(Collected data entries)

===

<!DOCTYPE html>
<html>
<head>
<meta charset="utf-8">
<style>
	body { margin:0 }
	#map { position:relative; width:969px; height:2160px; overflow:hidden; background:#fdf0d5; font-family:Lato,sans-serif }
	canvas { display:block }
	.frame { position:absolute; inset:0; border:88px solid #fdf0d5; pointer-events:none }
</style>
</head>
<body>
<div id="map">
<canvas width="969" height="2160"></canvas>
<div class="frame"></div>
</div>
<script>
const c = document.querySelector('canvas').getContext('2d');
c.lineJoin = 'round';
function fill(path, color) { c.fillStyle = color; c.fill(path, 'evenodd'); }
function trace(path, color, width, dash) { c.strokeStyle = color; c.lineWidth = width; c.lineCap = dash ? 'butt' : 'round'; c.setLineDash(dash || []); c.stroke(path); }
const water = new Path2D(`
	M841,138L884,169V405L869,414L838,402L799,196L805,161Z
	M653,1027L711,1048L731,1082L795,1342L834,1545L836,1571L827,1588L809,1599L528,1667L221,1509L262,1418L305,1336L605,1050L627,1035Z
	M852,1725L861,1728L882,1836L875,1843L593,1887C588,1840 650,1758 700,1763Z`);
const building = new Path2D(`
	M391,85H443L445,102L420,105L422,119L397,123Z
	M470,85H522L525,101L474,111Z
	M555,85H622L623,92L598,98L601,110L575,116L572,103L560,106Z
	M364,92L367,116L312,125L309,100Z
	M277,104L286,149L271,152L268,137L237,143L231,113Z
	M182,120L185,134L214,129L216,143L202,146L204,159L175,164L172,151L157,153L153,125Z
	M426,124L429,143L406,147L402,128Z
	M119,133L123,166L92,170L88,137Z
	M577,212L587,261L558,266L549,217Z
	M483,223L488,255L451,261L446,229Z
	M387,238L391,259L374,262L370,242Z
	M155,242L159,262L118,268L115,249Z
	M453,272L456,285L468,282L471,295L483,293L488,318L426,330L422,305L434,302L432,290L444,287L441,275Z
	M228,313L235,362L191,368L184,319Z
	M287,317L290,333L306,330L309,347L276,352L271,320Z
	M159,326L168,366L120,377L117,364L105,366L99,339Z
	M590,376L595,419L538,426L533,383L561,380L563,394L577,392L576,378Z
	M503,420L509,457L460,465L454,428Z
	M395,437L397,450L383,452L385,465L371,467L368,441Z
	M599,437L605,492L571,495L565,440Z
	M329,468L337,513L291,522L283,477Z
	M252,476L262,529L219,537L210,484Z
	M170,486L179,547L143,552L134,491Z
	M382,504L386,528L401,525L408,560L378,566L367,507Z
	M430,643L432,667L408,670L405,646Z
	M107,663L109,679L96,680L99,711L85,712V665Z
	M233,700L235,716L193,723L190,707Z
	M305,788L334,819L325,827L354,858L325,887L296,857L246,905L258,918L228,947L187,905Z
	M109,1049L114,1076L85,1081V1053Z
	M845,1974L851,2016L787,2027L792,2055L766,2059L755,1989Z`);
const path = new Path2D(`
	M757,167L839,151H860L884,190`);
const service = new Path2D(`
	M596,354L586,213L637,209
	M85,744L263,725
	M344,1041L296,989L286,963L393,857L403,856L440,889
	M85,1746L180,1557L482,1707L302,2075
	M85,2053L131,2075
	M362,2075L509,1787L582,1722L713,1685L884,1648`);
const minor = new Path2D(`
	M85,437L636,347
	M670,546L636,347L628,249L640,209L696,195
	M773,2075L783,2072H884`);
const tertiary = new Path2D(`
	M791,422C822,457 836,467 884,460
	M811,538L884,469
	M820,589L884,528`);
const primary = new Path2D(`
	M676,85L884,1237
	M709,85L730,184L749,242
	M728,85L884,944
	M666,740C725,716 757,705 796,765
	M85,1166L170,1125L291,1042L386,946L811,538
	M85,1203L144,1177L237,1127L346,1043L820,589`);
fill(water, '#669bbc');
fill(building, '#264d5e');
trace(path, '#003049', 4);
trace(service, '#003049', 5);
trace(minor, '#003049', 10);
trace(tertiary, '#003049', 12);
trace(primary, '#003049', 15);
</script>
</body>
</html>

===

* Requirement:
Of the lines above, copy each that contains "canvas".

* Solution below:
	canvas { display:block }
<canvas width="969" height="2160"></canvas>
const c = document.querySelector('canvas').getContext('2d');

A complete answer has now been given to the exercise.